Anderson Roman
A base do cuidado médico é a relação
médico-paciente. E essa relação está pautada na confiança que nós depositamos
naquele profissional que procuramos quando sentimos que temos algum problema de
saúde. Afinal, ele vai colocar as mãos em nós, nos dar conselhos, sugestões,
recomendações, prescrever medicações, sugerir condutas, indicar uma operação,
etc. Enfim, para ouvir de um médico coisas que não gostaríamos de ouvir, por
serem desagradáveis, ainda que necessárias e verdadeiras, é preciso confiar. Será
assim para todos?
Quando eu estava na Faculdade de Medicina,
imaginava como seria minha vida profissional como médico e pensava em como
seria bom ter o reconhecimento das pessoas que eu atenderia. Creio que essa é
uma importante motivação para os médicos e é o que nos leva a buscar desenvolvimento
constante e não parar de estudar, ler, reler, debater, pesquisar, produzir artigos... tudo isso para
aprimorarmos nossa competência e
construir uma relação de confiança com nossos pacientes e merecer o seu
reconhecimento.
Faço consultório há mais de 20 anos e ainda
me surpreendo quando vejo que nem todos os pacientes valorizam essa relação de
confiança que eu e muitos médicos prezamos tanto e tampouco se preocupam em
reconhecer o bom atendimento que recebem.

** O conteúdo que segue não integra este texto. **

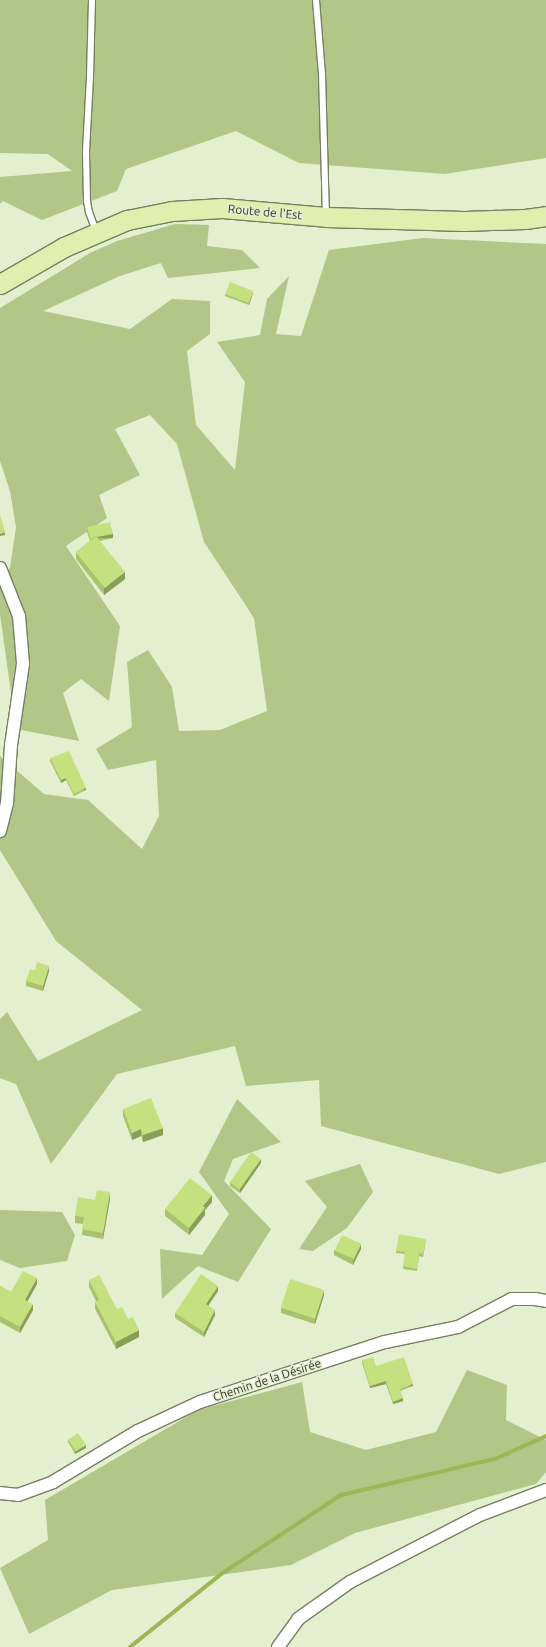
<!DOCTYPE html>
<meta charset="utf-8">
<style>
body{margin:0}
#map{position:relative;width:546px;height:1647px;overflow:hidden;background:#e4efcf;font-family:Ubuntu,sans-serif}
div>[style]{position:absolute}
.green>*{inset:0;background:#b2c688}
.stream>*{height:4px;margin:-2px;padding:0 2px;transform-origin:2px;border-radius:2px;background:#9cb756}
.roads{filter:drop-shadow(1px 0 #757f62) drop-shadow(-1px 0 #757f62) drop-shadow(0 1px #757f62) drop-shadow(0 -1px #757f62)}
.lane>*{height:6px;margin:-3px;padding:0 3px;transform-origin:3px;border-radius:3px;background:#fff}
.street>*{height:12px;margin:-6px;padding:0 6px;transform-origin:6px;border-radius:6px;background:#fff}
.primary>*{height:19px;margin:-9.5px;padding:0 9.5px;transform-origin:9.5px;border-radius:9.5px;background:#ddf0ad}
.wall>*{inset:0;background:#a9c26d}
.shaded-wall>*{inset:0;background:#899e59;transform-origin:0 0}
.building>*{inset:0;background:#c4e17f;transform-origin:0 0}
span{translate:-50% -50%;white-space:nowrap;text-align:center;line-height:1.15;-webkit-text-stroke:3.5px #e4efcf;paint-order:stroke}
.street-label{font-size:12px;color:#33372b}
</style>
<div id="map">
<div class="green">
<div style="clip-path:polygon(0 0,546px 0,546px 158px,445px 174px,299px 163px,236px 131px,126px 169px,117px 191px,42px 220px,3px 201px,0 204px,0 177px,72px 171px,48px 154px,0 153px)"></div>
<div style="clip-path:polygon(175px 224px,209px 225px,207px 246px,242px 250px,260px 268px,168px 278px,161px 263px,120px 276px,43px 311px,130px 329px,172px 299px,210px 301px,210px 334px,187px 351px,196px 425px,235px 470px,245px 382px,217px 342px,260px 335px,267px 299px,289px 276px,276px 334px,301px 336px,329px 250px,423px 238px,546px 244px,546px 1162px,499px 1174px,321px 1126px,319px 1080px,246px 1086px,235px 1046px,117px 1074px,51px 1164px,16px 1084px,0 1078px,0 1019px,7px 1012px,38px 1061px,142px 1010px,56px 941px,0 850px,0 756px,44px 794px,88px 800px,142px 849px,159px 816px,156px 760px,108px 770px,96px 749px,132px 727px,127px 662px,148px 650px,172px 687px,179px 731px,220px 730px,267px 711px,254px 618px,204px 542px,177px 444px,150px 415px,115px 429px,140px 475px,99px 495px,107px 518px,66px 546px,120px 626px,109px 701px,81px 679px,63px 693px,79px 741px,16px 729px,0 614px,0 577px,10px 568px,16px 527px,10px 491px,0 461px,0 308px,90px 253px,117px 241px)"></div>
<div style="clip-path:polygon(237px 1099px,281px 1142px,233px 1159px,224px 1181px,271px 1229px,238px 1282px,198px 1266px,162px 1299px,160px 1249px,202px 1255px,229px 1214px,199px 1172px)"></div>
<div style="clip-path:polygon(360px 1164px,373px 1192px,347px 1228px,313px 1251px,299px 1249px,327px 1207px,305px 1181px)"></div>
<div style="clip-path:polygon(0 1210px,62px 1212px,75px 1235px,67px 1261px,20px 1268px,0 1260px)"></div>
<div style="clip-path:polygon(467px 1370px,507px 1385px,506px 1420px,546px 1440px,546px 1472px,536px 1484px,355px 1533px,291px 1565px,112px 1590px,29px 1634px,0 1568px,48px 1540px,45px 1500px,198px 1410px,302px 1382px,310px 1432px,366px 1450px,436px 1432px)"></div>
</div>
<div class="stream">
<div style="left:130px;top:1647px;width:117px;rotate:-38.7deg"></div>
<div style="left:221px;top:1574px;width:144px;rotate:-33.4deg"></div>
<div style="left:341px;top:1495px;width:158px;rotate:-13.2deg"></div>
<div style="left:495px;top:1459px;width:56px;rotate:-24.3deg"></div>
</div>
<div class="roads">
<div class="lane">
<div style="left:92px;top:0;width:77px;rotate:91.5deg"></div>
<div style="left:90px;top:77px;width:75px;rotate:93.1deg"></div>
<div style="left:86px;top:152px;width:49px;rotate:88.8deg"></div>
<div style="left:87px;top:201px;width:11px;rotate:80deg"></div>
<div style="left:89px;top:212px;width:20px;rotate:70deg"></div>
<div style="left:316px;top:0;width:74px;rotate:85.4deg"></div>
<div style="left:322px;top:74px;width:140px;rotate:88.4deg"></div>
</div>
<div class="street">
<div style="left:0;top:568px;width:52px;rotate:68.4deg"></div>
<div style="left:19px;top:616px;width:48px;rotate:85.2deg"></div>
<div style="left:23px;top:664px;width:82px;rotate:98.4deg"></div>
<div style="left:11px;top:745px;width:58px;rotate:93.9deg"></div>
<div style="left:7px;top:803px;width:29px;rotate:104deg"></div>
<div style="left:0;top:1493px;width:18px;rotate:6deg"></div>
<div style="left:18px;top:1495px;width:37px;rotate:-20deg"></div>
<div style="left:53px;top:1482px;width:99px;rotate:-31deg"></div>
<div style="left:138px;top:1431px;width:68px;rotate:-25.1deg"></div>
<div style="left:200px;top:1402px;width:194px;rotate:-18deg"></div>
<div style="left:385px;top:1342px;width:75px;rotate:-11.6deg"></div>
<div style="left:458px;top:1327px;width:61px;rotate:-27.4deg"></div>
<div style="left:512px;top:1299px;width:23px"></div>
<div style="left:535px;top:1299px;width:11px;rotate:10deg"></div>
<div style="left:278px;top:1647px;width:34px;rotate:-54deg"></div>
<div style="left:298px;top:1619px;width:64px;rotate:-35.4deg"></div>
<div style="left:350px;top:1582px;width:146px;rotate:-27.3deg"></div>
<div style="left:480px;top:1515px;width:71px;rotate:-20.7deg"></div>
</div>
<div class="primary">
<div style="left:0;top:284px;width:74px;rotate:-30deg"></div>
<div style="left:64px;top:247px;width:69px;rotate:-23.2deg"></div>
<div style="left:127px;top:220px;width:46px;rotate:-11.3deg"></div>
<div style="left:172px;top:211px;width:50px;rotate:-3.4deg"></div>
<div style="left:222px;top:208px;width:104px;rotate:4.9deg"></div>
<div style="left:326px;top:217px;width:138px;rotate:1.7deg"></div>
<div style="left:464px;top:221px;width:61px;rotate:-1.9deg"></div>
<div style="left:525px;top:219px;width:21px;rotate:-8deg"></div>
</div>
</div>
<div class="wall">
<div style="clip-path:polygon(253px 293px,249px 305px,225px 296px,225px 294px)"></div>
<div style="clip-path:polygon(87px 527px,113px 538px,100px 541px,125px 579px,104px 595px,76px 559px,76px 552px,90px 541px,87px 532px)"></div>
<div style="clip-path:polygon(50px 758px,86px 790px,74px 796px,66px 780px,61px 783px,50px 761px)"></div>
<div style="clip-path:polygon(35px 970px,49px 971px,43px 991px,26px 986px,26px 981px)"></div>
<div style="clip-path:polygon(123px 1109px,163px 1135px,143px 1142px,141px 1136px,132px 1140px,123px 1116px)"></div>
<div style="clip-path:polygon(261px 1163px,240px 1193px,230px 1186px,230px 1182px)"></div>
<div style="clip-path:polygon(110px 1199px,103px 1239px,82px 1235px,83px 1224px,75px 1223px,75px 1216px,95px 1200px)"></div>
<div style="clip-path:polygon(212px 1202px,205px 1210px,205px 1215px,189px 1235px,165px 1216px,165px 1209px)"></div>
<div style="clip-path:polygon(426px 1241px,423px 1257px,419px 1256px,417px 1271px,403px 1269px,405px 1254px,396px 1253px,396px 1251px)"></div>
<div style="clip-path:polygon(361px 1249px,353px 1265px,334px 1255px,334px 1250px)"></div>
<div style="clip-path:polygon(89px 1280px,117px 1309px,128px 1319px,139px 1337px,116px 1349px,95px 1309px,95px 1302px,96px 1301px,89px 1287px)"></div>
<div style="clip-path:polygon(37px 1284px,27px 1301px,33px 1310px,20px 1333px,0 1322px,0 1286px,11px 1292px)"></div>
<div style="clip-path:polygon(218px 1291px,208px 1305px,215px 1315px,204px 1337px,175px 1318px,175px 1313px)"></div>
<div style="clip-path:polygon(324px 1295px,315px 1324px,281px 1313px,281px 1308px)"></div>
<div style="clip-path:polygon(362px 1360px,376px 1366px,413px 1386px,400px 1391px,403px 1401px,393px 1404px,386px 1384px,370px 1388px,362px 1363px)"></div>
<div style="clip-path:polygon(68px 1440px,86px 1448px,75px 1454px,68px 1442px)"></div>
</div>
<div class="shaded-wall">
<div style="clip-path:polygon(253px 291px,253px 293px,249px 305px,249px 303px)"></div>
<div style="clip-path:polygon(5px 532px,5px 535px,0 536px,0 534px)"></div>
<div style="left:113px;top:534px;width:4px;height:24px;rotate:90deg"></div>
<div style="clip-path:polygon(125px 572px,125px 579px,104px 595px,104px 588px)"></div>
<div style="clip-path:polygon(66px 778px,66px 780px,61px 783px,61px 780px)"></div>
<div style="left:86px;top:788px;width:2px;height:13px;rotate:90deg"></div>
<div style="clip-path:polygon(49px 966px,49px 971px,43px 991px,43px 986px)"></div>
<div style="clip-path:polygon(163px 1128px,163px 1135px,143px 1142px,143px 1135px)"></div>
<div style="clip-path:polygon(141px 1129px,141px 1136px,132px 1140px,132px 1133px)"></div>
<div style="clip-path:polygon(261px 1159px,261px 1163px,240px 1193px,240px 1189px)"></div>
<div style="clip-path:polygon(110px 1192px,110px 1199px,103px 1239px,103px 1233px)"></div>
<div style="clip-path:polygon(212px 1195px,212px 1202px,205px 1210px,205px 1215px,189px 1235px,189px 1228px,203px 1206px)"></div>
<div style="clip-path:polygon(361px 1244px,361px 1249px,353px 1265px,353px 1260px)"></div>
<div style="clip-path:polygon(37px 1278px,37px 1284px,25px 1306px,25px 1300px)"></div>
<div style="clip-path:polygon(218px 1286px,218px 1291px,206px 1309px,206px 1304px)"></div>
<div style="clip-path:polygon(324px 1290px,324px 1295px,315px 1324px,315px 1319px)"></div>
<div style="clip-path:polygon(33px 1304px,33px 1310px,20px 1333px,20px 1327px)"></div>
<div style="clip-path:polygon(215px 1310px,215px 1315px,204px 1337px,204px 1332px)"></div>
<div style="clip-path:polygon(139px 1330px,139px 1337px,116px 1349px,116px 1342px)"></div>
<div style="clip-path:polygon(386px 1381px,386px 1384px,370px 1388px,370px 1386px)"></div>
<div style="left:413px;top:1384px;width:2px;height:14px;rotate:90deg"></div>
<div style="clip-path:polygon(403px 1398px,403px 1401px,393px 1404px,393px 1402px)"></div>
<div style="clip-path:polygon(86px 1445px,86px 1448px,75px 1454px,75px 1452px)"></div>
</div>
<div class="building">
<div style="left:230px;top:282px;width:25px;height:13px;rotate:21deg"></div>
<div style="clip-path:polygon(0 515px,5px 532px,0 534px)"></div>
<div style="clip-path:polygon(110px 522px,113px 534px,97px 537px,96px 536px,93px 538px,90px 539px,87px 527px)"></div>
<div style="left:96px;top:536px;width:46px;height:26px;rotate:51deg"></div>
<div style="clip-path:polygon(69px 751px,86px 788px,74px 794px,66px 778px,61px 780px,50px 758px)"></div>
<div style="clip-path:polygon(37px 962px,49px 966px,43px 986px,26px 981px,30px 969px,35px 970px)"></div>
<div style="clip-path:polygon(151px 1098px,163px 1128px,143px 1135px,141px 1129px,132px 1133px,123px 1109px)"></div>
<div style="left:251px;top:1152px;width:12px;height:37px;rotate:35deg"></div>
<div style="clip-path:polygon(190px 1178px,212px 1195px,203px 1206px,205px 1208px,189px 1228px,165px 1209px)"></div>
<div style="clip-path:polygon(97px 1190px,110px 1192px,103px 1233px,82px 1229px,84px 1217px,75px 1216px,78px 1197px,95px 1200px)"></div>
<div style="clip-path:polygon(399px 1234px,426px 1239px,423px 1254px,419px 1253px,417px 1269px,403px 1266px,405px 1252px,396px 1251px)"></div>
<div style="left:342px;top:1235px;width:21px;height:17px;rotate:25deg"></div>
<div style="clip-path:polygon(23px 1271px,37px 1278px,25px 1300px,33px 1304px,20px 1327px,0 1316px,0 1286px,11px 1292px)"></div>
<div style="clip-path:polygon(201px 1274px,218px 1286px,206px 1304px,215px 1310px,204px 1332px,175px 1313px)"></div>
<div style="clip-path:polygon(99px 1275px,117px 1309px,122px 1307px,128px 1319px,133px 1317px,139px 1330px,116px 1342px,95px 1302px,99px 1300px,89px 1280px)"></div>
<div style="left:290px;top:1279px;width:36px;height:30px;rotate:18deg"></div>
<div style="clip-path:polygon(373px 1357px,376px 1366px,404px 1357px,413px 1384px,400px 1389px,403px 1398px,393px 1402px,386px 1381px,370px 1386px,362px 1360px)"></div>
<div style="left:78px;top:1433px;width:14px;height:12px;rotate:56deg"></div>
</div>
<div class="street-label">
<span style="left:265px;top:212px;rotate:5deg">Route de l'Est</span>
<span style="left:267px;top:1380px;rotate:-18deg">Chemin de la Désirée</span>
</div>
</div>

Inúmeras vezes pergunto a pacientes sobre
seu histórico de atendimento e quais médicos os atenderam. Isso tem alguma
relevância, por exemplo, para termos uma ideia da técnica cirúrgica adotada.
Não é incomum ouvir a resposta: “não lembro o nome do médico que me operou”.
Imagine uma pessoa que teve, por exemplo,
seu estômago operado por um médico que o assistiu antes da cirurgia, que
discutiu com ele os exames, indicou e explicou os riscos, os benefícios, as
chances, bem como o viu por algum tempo após a cirurgia, para ver os
resultados, se tudo correu bem e, após tudo isso, não se lembrar do nome. Será
que é possível confiar em alguém de quem você sequer sabe o nome?
Confesso que é difícil aceitar que alguém possa
ter esquecido o nome de quem o viu por dentro, que mexeu nas suas vísceras com
sua autorização. Em geral, a complementação da resposta é mais triste ainda:
“mas lembro que atendia pelo convênio ...”.
“Convênio” em geral se refere ao plano de
saúde ou seguro saúde que o usuário/paciente tem e utiliza para pagar suas
despesas médicas. Mudar de convênio, por força do empregador, por exemplo, é
rotineiro. Por conta dessa mudança, os pacientes deixam de ter o acesso a seus
médicos tradicionais quando estes não atendem pelo novo convênio. Se quisessem
continuar com o mesmo médico teriam que optar pelo pagamento particular. A
maior parte, porém, não pode arcar com o custo do atendimento médico sem o
convênio.
Assim, a troca de médico se torna rotina e a identificação com aquele profissional e a relação médico-paciente construída ao longo do tempo se perdem. Os convênios listam os médicos que atendem pelo seu plano de saúde, em geral, em ordem alfabética, divididos por especialidades. Recebi muitos pacientes que me procuraram por eu ser o primeiro da lista do convênio (letra “A”) – hoje já sou o segundo da lista...
A lógica perversa desse sistema é que o convênio
assume o papel de cuidador no imaginário dos usuários. Esse é um limite da
profissão para o qual não estava preparado e ainda estranho.